* **Records for this exercise**:
################

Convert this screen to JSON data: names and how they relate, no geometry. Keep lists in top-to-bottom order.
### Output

################

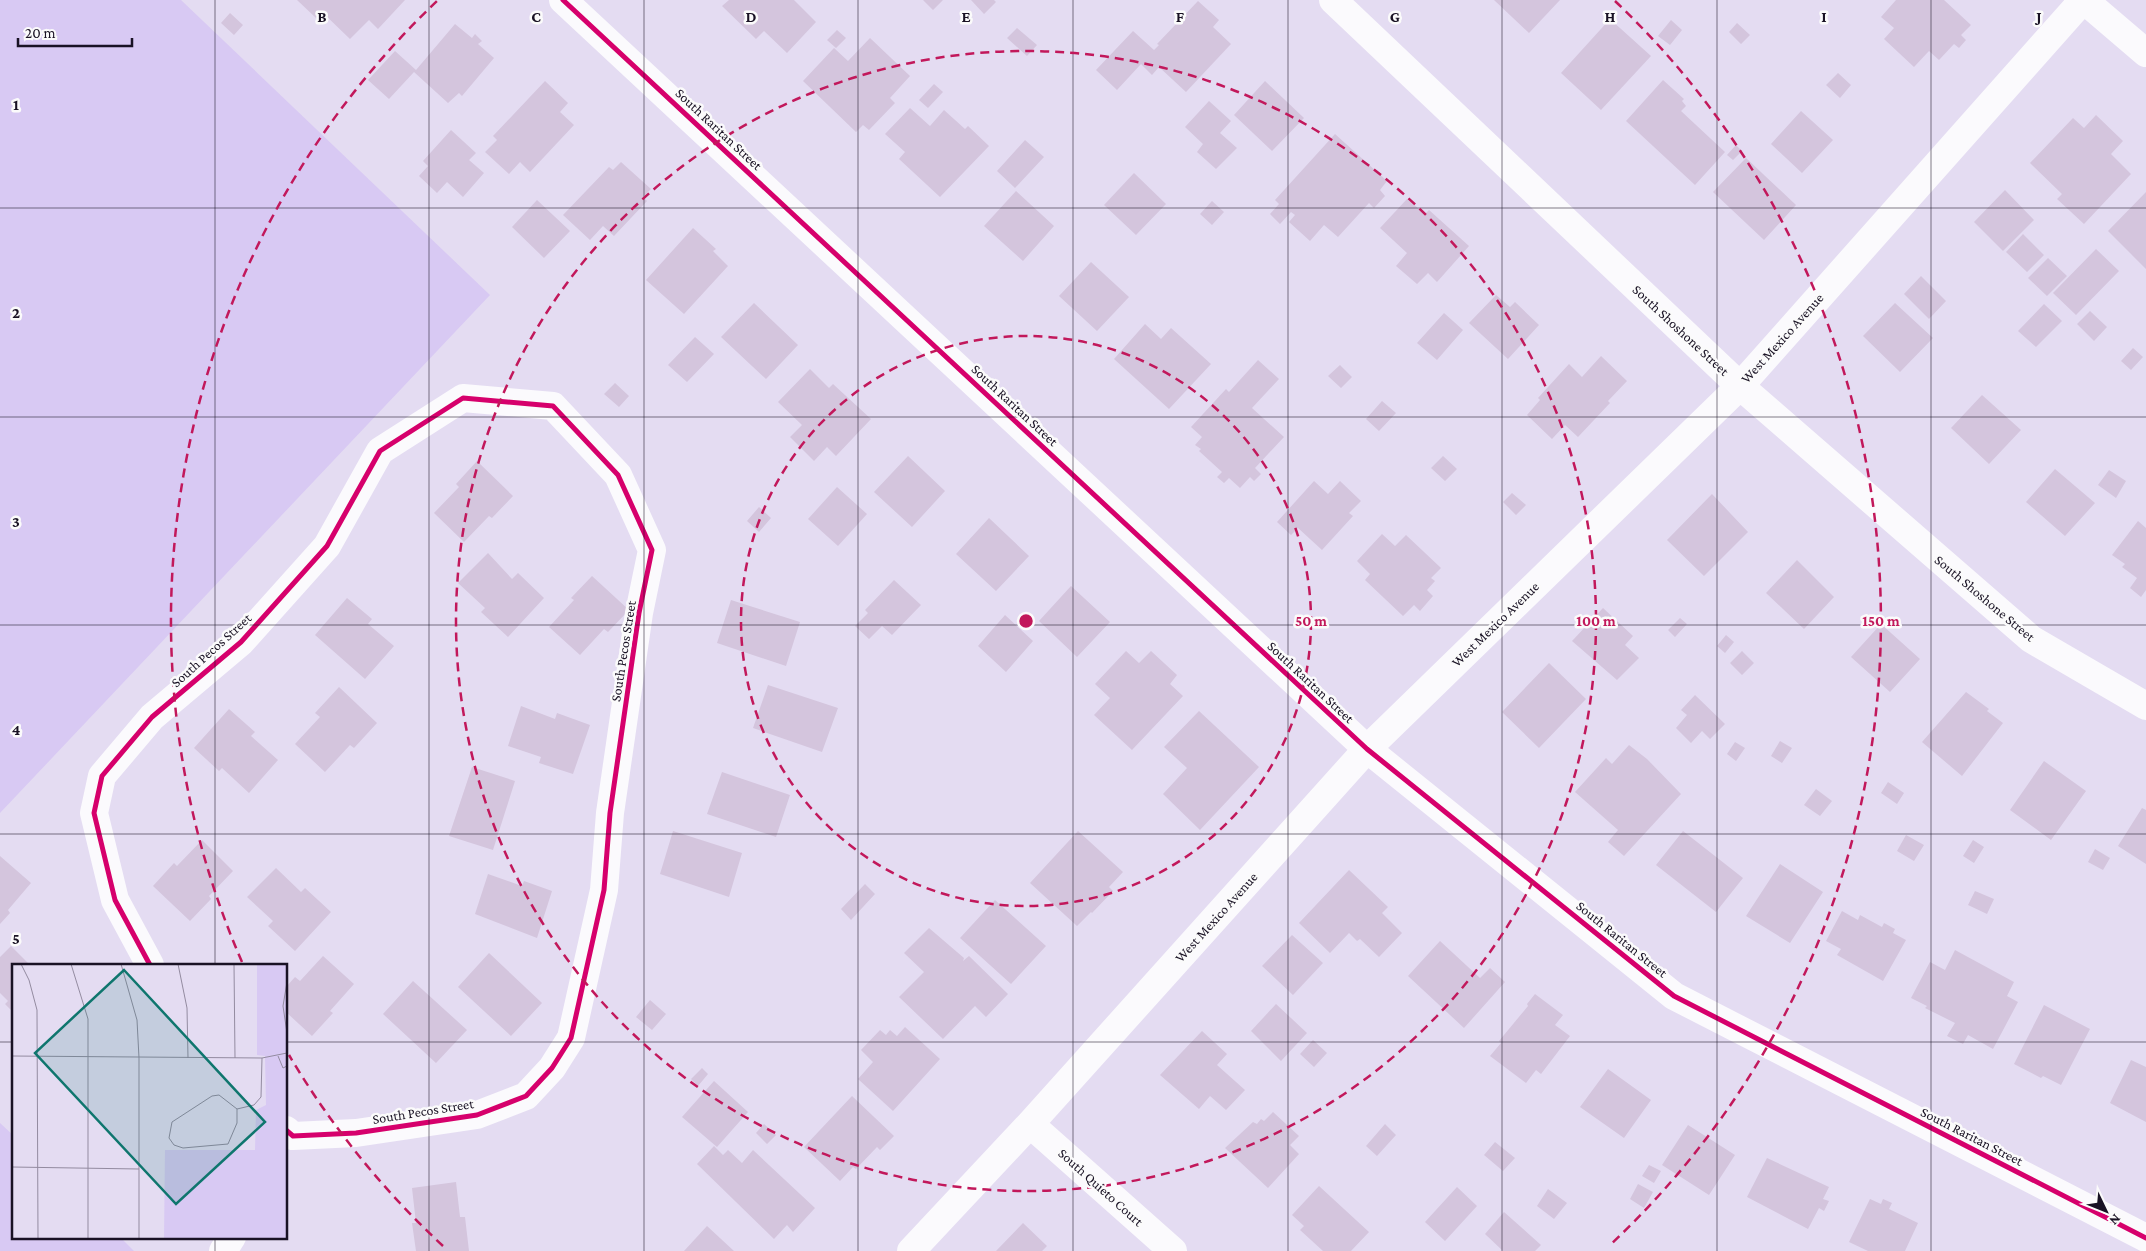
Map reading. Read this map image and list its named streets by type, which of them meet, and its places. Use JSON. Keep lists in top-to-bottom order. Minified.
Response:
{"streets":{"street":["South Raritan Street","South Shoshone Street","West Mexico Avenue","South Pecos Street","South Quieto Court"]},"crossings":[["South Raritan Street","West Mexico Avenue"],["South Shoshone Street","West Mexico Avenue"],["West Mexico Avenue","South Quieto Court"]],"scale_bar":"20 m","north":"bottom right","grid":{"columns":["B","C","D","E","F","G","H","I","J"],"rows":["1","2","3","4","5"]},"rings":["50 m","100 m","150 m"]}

################

* **Task directions**:
Copy out each line in the listing that has the word "order".

* **Response to the task**:
Convert this screen to JSON data: names and how they relate, no geometry. Keep lists in top-to-bottom order.
Map reading. Read this map image and list its named streets by type, which of them meet, and its places. Use JSON. Keep lists in top-to-bottom order. Minified.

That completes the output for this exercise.